- **Given records**
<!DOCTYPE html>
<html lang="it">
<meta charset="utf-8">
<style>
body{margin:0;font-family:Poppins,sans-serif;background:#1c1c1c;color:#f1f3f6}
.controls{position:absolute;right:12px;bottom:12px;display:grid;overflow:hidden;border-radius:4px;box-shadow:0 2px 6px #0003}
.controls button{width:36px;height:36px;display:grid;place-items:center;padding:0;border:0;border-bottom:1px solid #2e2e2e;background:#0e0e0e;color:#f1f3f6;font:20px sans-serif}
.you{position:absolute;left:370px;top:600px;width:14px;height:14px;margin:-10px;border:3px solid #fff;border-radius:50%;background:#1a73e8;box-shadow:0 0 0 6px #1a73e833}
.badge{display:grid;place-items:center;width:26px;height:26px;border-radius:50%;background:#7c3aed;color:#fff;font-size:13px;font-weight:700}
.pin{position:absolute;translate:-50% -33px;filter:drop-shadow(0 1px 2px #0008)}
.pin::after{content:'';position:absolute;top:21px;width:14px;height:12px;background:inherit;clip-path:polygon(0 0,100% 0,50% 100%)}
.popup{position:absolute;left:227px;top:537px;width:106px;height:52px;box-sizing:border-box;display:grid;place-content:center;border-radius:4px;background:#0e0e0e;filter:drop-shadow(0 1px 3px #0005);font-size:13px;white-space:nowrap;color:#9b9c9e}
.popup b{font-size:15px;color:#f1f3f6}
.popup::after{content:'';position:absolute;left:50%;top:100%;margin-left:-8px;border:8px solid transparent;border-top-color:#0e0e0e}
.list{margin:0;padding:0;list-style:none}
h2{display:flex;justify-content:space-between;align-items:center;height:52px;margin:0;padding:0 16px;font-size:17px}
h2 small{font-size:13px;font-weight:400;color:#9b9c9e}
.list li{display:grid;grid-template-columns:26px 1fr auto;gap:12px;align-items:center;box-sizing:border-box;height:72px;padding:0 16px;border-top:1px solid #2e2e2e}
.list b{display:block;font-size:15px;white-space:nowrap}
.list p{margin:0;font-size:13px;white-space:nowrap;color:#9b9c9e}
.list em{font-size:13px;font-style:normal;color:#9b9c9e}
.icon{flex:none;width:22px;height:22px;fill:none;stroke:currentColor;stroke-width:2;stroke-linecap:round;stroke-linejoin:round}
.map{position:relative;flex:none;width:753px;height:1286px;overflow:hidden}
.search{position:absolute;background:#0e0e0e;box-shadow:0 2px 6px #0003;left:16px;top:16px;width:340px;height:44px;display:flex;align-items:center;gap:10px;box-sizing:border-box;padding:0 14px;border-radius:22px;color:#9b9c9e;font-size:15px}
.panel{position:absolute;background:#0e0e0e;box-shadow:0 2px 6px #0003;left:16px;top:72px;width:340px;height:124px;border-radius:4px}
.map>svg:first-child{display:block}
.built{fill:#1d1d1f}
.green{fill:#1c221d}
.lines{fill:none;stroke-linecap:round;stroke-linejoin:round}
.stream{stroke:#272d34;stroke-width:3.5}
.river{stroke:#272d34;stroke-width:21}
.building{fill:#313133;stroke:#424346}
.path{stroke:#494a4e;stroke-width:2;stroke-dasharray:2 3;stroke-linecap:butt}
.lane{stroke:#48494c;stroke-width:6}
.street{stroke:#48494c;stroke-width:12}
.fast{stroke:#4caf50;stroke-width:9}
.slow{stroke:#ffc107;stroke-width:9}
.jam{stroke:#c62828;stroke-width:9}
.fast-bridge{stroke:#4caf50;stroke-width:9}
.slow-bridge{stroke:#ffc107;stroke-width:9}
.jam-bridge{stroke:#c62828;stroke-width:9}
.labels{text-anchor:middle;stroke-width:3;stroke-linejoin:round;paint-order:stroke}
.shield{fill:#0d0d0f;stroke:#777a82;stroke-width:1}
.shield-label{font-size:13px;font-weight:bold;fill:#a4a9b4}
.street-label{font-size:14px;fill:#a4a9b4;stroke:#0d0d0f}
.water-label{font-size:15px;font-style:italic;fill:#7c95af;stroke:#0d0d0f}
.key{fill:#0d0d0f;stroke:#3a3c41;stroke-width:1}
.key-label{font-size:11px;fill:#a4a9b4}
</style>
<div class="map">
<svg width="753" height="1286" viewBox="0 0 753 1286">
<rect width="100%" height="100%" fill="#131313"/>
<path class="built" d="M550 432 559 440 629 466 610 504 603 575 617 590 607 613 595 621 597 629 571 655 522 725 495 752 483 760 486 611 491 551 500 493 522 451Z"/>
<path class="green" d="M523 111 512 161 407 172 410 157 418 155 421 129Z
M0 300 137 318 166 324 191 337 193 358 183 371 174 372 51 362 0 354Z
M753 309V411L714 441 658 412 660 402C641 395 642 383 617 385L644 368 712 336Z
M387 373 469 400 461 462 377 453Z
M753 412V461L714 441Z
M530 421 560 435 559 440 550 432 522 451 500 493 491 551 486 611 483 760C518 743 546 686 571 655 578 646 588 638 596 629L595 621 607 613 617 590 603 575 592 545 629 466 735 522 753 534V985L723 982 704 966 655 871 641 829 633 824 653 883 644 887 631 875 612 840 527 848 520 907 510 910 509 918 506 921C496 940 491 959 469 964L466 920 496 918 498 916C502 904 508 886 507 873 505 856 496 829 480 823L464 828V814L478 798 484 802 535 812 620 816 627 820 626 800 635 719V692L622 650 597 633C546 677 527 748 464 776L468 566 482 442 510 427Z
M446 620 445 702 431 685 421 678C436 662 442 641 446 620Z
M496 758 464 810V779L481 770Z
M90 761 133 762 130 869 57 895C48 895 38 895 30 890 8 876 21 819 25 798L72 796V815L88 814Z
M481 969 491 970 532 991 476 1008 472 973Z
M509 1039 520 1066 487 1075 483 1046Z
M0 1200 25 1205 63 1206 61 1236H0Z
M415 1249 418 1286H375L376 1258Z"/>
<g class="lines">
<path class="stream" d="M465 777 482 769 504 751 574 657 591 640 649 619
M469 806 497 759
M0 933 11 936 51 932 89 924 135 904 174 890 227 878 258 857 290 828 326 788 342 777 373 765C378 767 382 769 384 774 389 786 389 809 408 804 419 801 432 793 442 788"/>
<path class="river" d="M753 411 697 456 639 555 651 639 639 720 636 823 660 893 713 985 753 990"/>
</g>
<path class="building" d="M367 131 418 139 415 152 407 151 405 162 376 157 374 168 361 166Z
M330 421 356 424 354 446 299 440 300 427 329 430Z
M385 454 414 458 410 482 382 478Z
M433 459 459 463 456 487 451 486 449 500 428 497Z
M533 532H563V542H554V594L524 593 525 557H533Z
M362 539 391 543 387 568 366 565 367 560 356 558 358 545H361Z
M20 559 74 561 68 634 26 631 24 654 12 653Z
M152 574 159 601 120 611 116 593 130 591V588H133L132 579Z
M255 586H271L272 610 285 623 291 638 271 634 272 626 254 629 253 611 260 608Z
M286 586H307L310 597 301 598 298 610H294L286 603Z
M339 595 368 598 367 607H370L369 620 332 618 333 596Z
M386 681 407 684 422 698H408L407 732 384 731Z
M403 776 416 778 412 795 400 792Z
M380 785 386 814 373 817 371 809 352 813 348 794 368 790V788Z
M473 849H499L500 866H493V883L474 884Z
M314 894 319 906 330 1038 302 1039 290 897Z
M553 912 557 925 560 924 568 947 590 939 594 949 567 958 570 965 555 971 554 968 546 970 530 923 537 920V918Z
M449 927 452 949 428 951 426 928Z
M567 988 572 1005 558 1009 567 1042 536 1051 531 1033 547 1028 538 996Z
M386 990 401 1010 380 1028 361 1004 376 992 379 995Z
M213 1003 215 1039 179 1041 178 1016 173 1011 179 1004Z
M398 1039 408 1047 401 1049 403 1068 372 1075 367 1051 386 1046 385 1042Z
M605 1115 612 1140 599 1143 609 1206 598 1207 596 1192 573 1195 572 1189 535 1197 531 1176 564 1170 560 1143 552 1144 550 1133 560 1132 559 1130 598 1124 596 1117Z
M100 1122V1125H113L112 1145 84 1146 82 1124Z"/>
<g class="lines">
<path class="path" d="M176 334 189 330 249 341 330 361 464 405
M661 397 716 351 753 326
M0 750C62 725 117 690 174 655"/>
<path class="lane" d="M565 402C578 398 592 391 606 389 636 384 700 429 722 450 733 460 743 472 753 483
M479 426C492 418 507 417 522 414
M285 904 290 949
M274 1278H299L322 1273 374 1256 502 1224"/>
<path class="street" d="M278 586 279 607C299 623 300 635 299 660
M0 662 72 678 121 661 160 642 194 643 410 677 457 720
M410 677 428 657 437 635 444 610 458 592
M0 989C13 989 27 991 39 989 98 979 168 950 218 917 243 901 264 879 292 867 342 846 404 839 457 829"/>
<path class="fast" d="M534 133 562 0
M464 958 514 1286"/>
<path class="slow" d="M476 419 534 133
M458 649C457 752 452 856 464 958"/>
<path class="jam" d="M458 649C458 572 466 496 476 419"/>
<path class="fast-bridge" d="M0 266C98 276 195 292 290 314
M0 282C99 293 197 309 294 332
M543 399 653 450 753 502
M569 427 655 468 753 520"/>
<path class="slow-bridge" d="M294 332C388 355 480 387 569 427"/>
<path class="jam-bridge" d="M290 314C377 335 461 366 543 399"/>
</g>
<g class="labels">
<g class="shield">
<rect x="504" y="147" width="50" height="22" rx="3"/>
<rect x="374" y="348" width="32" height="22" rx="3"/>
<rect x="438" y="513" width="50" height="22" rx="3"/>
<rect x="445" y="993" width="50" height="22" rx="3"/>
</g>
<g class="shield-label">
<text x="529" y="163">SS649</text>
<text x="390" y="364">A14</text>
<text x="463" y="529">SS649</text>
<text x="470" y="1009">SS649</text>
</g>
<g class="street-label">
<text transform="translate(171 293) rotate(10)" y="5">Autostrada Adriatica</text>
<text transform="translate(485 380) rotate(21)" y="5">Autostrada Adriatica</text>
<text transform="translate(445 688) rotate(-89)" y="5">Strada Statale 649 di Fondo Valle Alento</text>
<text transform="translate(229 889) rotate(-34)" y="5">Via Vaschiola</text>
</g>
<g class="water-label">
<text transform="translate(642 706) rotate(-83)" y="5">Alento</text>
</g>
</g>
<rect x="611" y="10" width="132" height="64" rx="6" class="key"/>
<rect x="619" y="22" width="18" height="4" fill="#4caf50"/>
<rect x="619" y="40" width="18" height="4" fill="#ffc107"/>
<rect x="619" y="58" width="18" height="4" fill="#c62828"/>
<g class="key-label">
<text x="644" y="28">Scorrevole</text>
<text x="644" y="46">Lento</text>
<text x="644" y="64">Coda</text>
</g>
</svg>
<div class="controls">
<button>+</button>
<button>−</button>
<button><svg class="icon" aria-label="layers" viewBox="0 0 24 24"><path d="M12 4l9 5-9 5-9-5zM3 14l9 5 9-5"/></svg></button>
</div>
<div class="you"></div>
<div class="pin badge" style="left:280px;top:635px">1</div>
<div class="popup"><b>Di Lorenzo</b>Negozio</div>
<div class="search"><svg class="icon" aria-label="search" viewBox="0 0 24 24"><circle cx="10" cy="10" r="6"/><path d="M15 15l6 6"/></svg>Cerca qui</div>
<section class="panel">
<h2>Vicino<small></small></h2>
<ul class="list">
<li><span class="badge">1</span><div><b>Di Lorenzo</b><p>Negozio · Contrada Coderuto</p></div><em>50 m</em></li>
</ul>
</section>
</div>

- **What needs to be done**
Print again the lines of the entries above that fall between the line holding "M469 806 497 759" and the line holding "M386 681 407 684 422 698H408L407 732 384 731Z", inclusive, exactly as they stand.

- **Response below**
M469 806 497 759
M0 933 11 936 51 932 89 924 135 904 174 890 227 878 258 857 290 828 326 788 342 777 373 765C378 767 382 769 384 774 389 786 389 809 408 804 419 801 432 793 442 788"/>
<path class="river" d="M753 411 697 456 639 555 651 639 639 720 636 823 660 893 713 985 753 990"/>
</g>
<path class="building" d="M367 131 418 139 415 152 407 151 405 162 376 157 374 168 361 166Z
M330 421 356 424 354 446 299 440 300 427 329 430Z
M385 454 414 458 410 482 382 478Z
M433 459 459 463 456 487 451 486 449 500 428 497Z
M533 532H563V542H554V594L524 593 525 557H533Z
M362 539 391 543 387 568 366 565 367 560 356 558 358 545H361Z
M20 559 74 561 68 634 26 631 24 654 12 653Z
M152 574 159 601 120 611 116 593 130 591V588H133L132 579Z
M255 586H271L272 610 285 623 291 638 271 634 272 626 254 629 253 611 260 608Z
M286 586H307L310 597 301 598 298 610H294L286 603Z
M339 595 368 598 367 607H370L369 620 332 618 333 596Z
M386 681 407 684 422 698H408L407 732 384 731Z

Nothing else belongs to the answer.